Where I once felt like I'd activate a superpower by embodying her, I think Britney's powers came to light yesterday, when she stripped off the celebrity and we saw the rawness and truth of what she actually has always been: a normal human being. It's like she suddenly fell from this unobtainable pedestal to a more accessible one, that of someone we could all relate to. Somewhere between pop princess and 'America's sweetheart', lay bare the vulnerability and void of someone fighting to survive many of the mental hardships we all go through in our own way. She became proof that just because everyone else seems to know who you are or what you should be, it doesn't mean you're not stuck inside a version of yourself that cannot truly be free.
And that's why I'll never see Britney the same way again. She's not just my teenage idol, she's a hero. Where I once desired to encapsulate her style and image, yesterday I was moved to embrace her courage to seek help and get better. Where as a young man, I'd find power through her voice, yesterday I realised the strength it must take her to remain voiceless until now in the knowledge that she has no control of your own money, life, body or image even as a 39-year old woman. Where once I could use her music as my getaway from reality, it's jarring to reconcile that for Britney, there seems like no escape from the life she's entrapped in today.
And that's the humanity of why we still care about Britney. Of course the facts are still up in the air and many argue that Jamie Spears (her father) only has her best interests at heart. Perhaps, there is a line of truth there yet to be discovered and told. But much as the stigma of mental illness can outlast the illness itself, so don't we owe it to Britney to at least ask the question as to why a woman who seems to be so candidly present would still require a conservatorship, 13 years after she had her last public episode?

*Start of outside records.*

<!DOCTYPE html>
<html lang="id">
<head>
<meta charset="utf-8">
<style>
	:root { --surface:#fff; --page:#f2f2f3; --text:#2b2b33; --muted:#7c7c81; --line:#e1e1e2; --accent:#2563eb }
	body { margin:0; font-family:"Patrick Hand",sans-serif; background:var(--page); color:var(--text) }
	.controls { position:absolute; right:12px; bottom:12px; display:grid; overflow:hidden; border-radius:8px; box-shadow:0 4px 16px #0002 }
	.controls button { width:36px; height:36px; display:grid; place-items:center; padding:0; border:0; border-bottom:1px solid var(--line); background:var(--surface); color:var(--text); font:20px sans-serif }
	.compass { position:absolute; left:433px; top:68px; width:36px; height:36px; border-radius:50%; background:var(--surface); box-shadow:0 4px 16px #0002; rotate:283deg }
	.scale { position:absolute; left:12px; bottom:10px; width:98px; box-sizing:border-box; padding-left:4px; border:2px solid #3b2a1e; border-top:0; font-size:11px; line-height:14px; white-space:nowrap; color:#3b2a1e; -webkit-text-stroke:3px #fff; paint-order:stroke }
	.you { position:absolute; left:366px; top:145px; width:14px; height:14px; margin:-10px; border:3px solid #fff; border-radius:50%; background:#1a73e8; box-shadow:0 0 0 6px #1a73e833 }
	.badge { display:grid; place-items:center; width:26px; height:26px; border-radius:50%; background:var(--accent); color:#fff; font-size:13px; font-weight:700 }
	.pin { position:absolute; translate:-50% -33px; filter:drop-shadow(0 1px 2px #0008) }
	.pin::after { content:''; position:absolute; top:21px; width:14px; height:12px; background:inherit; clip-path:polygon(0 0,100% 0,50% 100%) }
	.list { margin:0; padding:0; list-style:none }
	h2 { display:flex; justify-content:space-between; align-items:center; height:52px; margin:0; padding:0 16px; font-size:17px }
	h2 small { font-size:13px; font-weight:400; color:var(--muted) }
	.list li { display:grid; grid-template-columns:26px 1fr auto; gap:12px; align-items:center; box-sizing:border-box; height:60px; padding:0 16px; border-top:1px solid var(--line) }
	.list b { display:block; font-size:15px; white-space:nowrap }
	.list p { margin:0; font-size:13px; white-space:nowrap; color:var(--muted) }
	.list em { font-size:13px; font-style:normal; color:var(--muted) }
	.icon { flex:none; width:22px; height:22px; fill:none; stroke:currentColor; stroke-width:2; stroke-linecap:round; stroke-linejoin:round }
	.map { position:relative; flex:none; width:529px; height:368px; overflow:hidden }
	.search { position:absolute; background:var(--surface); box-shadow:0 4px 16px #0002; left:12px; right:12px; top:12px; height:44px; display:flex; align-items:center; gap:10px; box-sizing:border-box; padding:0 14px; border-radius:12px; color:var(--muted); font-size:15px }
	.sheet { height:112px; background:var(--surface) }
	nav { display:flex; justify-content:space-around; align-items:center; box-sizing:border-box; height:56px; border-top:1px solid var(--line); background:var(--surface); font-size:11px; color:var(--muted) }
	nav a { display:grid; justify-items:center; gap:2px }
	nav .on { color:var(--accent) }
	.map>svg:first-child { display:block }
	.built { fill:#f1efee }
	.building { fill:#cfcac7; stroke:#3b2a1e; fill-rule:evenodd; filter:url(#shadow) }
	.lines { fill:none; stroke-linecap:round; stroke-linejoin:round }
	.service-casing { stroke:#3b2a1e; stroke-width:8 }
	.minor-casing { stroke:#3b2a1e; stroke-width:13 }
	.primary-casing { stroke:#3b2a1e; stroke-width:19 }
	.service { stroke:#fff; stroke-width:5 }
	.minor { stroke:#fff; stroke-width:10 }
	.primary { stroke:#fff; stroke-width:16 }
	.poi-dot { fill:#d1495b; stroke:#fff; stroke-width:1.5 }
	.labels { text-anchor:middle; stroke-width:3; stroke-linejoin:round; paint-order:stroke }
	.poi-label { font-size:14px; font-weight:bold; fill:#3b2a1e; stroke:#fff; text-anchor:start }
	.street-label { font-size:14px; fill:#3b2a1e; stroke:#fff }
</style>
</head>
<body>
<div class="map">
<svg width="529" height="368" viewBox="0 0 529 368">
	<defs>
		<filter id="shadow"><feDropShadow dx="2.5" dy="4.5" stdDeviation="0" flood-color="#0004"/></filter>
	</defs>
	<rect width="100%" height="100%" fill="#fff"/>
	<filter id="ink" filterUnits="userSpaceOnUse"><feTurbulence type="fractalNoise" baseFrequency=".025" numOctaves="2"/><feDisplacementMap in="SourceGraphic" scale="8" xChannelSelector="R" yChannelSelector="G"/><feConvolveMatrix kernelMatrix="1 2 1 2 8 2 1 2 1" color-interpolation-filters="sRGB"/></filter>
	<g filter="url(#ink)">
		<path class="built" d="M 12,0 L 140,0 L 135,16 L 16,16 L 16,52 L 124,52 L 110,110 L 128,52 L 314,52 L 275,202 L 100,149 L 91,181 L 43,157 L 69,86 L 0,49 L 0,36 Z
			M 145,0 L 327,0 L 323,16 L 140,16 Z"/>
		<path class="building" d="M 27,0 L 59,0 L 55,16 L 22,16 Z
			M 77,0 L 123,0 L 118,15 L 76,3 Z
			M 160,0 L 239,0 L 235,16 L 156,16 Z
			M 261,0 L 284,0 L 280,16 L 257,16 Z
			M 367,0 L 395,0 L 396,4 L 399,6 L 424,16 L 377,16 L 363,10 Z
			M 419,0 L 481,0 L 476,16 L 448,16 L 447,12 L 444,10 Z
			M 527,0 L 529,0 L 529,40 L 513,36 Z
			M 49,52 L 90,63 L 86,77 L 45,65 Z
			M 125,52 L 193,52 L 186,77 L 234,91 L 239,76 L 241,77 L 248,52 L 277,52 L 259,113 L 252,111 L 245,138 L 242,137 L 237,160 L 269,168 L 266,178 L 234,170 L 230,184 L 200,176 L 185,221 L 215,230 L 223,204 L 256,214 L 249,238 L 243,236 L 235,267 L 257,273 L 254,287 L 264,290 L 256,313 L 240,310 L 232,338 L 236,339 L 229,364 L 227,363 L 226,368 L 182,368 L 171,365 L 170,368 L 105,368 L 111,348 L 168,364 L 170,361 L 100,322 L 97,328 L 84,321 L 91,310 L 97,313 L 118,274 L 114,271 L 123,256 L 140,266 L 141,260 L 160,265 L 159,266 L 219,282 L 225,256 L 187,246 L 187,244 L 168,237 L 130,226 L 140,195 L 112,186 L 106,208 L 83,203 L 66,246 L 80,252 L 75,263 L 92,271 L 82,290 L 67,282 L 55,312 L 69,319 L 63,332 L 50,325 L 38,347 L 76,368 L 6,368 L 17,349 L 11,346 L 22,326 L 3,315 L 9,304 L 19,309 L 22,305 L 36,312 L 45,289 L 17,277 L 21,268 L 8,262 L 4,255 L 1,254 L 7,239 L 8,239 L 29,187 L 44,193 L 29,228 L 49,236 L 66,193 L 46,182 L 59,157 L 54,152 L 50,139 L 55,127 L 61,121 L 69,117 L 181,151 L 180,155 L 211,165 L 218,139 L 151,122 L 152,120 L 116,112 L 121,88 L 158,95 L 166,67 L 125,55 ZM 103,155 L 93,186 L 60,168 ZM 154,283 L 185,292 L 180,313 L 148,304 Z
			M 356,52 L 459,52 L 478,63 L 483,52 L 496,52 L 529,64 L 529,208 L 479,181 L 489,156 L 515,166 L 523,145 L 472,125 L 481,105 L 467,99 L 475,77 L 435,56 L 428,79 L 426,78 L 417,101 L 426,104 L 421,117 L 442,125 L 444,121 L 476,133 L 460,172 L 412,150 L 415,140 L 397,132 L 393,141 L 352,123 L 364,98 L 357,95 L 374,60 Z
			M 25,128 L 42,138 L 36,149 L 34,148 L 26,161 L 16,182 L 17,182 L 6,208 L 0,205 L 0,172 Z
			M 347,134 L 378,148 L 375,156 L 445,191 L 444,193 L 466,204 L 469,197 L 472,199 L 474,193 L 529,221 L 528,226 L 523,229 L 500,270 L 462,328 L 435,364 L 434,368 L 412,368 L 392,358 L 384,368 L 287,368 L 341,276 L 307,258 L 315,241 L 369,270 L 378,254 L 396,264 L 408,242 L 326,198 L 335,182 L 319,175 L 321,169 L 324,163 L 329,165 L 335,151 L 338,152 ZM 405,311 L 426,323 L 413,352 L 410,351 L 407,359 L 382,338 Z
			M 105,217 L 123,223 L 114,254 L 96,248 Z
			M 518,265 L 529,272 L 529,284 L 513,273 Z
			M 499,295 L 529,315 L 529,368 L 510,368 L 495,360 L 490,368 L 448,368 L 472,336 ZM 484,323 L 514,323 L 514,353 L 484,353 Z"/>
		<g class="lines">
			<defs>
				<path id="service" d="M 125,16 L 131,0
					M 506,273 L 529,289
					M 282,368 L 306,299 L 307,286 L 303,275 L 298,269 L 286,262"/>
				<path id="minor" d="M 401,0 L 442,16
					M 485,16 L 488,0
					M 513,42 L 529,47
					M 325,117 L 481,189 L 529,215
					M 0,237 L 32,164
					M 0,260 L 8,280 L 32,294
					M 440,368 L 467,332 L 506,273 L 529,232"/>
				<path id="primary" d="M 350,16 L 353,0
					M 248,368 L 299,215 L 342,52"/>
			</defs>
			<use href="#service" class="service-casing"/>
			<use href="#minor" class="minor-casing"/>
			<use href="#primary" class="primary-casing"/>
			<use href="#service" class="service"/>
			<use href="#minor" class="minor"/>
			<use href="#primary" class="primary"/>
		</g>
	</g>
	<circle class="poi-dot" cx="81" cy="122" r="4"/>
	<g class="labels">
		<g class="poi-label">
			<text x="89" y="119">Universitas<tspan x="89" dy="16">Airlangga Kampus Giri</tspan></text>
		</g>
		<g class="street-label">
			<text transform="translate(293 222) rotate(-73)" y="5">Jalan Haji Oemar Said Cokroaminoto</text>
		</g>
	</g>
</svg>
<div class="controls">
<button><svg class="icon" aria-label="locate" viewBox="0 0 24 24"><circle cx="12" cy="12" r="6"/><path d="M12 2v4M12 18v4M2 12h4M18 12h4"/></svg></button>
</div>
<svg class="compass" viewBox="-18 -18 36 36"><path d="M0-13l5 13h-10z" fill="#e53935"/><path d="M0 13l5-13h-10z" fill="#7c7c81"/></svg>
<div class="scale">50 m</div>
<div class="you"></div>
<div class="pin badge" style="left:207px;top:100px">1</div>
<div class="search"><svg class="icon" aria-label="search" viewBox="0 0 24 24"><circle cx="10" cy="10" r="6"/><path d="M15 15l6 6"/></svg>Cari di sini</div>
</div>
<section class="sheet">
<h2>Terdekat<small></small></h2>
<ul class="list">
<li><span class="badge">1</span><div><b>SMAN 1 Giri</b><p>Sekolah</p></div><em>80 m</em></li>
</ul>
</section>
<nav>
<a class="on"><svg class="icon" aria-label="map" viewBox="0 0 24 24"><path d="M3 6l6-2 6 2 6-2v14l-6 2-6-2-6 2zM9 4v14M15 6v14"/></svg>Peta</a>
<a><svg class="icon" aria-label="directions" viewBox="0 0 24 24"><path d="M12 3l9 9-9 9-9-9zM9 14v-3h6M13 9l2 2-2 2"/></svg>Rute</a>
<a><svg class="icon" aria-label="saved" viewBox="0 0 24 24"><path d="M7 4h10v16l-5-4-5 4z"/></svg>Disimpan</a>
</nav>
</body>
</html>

It's no secret that Britney continues to be the main breadwinner of her family, still caught in the relentless wheel of the music industry and its ruthless churn. After all, once a money machine, always a money machine. Between the labels, management, producers and personal family interests, it's not a leap to understand that no one is willing to let this jackpot slip through their fingertips. Jamie Spears alone has been purported to have received millions from this conservatorship so far, in the form of a percentage cut of the millions Britney earns in royalties, concerts and guest appearances. Add to that a reported salary estimated at USD$16,000 a month and you do the math on who stands to lose and who stands to gain out of this airtight arrangement.
Looking back now, I think of the joy I felt listening to her multi-platinum selling songs such as "Toxic", "I'm A Slave 4 You" and "Circus" and can't shake the feeling of irony that the very tunes that defined the peak of her career, would be the undoing descriptors of her current life. To the outside eye, she was so lucky, she was a star but now that we know she's cried, cried, cried in her lonely heart, I can't help but feel like it's time we #FreeBritney, because it's no longer exciting to be in this deep.